Longtemps catégorisé comme le VISA pour l’image (Perpignan, France) du Québec, le Zoom Photo Festival Saguenay tente dorénavant de prendre sa distance de son modèle-mentor et compte bien suivre pas à pas l’évolution des pratiques de la photographie documentaire tout en maintenant son penchant pour l’image de presse.

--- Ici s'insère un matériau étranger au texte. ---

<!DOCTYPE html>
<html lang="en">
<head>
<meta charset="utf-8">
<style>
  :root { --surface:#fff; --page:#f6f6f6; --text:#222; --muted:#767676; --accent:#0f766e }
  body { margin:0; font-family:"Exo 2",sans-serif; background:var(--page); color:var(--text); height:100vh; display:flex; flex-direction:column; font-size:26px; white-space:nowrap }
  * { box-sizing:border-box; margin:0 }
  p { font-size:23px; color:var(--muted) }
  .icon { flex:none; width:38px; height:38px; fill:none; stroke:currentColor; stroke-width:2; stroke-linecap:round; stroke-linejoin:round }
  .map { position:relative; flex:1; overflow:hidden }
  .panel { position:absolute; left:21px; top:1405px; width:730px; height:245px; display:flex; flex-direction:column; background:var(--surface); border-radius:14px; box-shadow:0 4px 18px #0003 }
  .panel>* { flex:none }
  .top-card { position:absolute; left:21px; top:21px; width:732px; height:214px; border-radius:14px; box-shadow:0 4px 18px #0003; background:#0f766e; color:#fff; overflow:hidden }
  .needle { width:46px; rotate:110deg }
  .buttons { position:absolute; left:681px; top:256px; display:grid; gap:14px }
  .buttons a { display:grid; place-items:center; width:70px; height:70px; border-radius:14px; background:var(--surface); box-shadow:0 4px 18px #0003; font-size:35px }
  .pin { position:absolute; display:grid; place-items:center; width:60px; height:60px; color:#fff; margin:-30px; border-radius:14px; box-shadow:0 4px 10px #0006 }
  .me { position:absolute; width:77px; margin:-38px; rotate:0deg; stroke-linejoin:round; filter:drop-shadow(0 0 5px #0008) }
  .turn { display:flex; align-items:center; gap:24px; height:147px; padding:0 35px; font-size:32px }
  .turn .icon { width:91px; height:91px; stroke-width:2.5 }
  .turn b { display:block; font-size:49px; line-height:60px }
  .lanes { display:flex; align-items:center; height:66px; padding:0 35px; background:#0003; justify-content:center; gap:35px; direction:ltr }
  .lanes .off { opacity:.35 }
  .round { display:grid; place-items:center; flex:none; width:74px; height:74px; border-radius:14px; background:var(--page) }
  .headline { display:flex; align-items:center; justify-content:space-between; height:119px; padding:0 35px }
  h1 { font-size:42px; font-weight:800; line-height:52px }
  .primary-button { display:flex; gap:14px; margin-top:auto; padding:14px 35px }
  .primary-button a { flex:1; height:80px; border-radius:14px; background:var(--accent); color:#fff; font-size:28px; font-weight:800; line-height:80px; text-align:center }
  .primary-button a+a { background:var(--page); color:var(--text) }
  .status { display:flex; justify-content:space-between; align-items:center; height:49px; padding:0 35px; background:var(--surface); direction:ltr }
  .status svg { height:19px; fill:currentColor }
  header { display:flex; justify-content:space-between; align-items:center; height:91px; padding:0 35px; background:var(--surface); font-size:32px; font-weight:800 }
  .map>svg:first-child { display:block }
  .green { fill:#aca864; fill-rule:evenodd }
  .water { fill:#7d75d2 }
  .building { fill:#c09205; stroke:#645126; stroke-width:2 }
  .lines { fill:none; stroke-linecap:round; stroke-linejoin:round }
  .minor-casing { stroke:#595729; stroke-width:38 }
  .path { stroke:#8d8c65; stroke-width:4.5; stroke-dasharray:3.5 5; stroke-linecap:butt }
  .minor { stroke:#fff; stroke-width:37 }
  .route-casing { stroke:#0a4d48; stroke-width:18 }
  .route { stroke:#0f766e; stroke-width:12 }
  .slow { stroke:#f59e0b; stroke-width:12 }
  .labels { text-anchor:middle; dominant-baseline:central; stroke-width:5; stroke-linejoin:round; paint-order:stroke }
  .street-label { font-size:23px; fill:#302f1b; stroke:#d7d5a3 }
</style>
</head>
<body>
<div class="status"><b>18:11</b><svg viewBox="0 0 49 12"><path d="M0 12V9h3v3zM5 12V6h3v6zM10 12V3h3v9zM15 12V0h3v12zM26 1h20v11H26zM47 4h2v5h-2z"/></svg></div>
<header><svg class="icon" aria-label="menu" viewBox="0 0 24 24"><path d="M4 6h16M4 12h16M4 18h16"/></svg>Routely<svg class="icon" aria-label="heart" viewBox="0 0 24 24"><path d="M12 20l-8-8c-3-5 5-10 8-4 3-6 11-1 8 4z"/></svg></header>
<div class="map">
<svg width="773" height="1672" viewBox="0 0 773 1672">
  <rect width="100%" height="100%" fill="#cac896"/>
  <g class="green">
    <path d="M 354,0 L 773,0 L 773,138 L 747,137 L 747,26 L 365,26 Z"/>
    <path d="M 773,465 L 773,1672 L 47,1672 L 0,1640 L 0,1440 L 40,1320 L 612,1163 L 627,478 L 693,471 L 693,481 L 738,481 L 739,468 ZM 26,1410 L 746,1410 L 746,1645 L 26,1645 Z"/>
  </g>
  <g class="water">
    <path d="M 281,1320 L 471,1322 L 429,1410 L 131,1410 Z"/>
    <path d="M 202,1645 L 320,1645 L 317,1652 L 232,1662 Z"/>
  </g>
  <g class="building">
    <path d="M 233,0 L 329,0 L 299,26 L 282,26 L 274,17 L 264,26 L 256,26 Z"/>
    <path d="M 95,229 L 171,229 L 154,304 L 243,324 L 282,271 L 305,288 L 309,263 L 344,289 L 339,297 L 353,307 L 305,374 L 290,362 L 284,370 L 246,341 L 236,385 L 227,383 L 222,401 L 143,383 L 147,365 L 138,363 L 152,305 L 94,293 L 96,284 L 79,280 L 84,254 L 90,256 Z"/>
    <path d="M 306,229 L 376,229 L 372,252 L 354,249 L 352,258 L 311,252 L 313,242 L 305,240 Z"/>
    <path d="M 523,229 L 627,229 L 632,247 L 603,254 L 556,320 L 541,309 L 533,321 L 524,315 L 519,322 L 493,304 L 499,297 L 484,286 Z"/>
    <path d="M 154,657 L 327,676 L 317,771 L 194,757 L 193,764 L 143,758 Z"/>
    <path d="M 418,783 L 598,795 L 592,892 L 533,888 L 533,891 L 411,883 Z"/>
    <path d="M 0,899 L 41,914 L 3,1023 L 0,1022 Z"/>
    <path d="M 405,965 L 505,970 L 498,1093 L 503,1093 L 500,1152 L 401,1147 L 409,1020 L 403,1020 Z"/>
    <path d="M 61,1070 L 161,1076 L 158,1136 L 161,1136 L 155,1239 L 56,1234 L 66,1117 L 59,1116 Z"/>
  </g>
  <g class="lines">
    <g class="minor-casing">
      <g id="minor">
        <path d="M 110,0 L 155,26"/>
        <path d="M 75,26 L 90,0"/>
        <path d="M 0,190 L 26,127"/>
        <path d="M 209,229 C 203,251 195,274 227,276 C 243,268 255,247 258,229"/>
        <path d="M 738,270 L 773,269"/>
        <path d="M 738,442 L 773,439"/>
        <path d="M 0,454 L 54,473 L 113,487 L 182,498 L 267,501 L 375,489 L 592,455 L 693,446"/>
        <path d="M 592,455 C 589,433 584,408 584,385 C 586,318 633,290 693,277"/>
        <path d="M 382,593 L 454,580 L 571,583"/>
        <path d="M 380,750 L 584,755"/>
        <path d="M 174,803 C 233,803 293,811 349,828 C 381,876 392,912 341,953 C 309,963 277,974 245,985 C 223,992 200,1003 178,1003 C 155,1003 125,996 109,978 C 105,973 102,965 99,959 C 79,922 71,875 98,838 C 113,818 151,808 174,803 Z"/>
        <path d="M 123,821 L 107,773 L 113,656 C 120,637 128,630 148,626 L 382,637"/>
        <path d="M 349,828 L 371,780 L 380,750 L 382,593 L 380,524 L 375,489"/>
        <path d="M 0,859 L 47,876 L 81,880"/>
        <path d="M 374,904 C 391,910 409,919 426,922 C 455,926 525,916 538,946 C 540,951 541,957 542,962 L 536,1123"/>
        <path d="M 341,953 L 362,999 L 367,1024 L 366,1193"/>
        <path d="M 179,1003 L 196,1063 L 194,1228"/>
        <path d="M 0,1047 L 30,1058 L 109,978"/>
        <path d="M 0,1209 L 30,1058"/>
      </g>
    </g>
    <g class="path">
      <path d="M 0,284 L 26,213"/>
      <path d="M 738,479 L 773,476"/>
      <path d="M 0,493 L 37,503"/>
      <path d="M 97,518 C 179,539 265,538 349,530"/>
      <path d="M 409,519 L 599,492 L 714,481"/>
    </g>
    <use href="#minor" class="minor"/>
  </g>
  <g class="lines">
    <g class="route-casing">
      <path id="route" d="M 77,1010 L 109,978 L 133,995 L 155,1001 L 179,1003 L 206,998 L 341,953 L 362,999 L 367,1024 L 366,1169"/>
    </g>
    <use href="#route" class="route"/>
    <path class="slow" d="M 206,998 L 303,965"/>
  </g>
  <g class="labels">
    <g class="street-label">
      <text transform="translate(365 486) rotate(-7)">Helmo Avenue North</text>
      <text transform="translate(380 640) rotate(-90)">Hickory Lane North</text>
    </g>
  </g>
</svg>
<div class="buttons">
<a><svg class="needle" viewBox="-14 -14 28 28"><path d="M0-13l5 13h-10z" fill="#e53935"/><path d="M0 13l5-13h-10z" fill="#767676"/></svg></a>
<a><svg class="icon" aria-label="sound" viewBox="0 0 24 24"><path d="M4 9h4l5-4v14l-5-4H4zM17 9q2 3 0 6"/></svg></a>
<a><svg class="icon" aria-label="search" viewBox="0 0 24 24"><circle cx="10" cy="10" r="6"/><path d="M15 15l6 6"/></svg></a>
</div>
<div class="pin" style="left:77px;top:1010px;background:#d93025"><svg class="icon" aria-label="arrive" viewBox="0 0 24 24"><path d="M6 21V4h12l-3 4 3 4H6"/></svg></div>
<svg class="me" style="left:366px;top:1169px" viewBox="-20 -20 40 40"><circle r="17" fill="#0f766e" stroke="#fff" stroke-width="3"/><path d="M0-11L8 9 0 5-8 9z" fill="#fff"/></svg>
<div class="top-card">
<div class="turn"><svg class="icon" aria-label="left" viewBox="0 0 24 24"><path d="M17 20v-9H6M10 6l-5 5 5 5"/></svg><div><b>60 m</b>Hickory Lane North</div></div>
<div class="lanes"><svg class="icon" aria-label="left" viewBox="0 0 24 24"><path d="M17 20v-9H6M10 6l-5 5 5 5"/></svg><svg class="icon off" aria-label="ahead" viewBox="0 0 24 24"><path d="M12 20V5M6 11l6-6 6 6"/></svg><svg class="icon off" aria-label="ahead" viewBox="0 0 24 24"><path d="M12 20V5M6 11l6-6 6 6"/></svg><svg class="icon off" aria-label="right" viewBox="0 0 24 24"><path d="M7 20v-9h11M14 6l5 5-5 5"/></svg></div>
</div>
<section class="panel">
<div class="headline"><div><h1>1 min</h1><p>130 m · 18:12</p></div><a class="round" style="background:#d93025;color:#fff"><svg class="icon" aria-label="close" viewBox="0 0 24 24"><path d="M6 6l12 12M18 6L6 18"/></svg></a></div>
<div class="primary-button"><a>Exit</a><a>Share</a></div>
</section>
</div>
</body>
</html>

Photographe, autrice et commissaire indépendante, Sophie Bertrand s’intéresse à la formation de nouveaux récits visuels par la mise en dialogue des archives et de l’image. Détentrice d’une maîtrise en muséologie, elle est chargée de cours au Collège de photographie Marsan et occupe le poste d’adjointe à la codirection à Vie des arts. Collaboratrice régulière de Ciel variable, elle a publié Agence Stock Photo – Une histoire du photojournalisme au Québec (Les éditions du passage, 2024).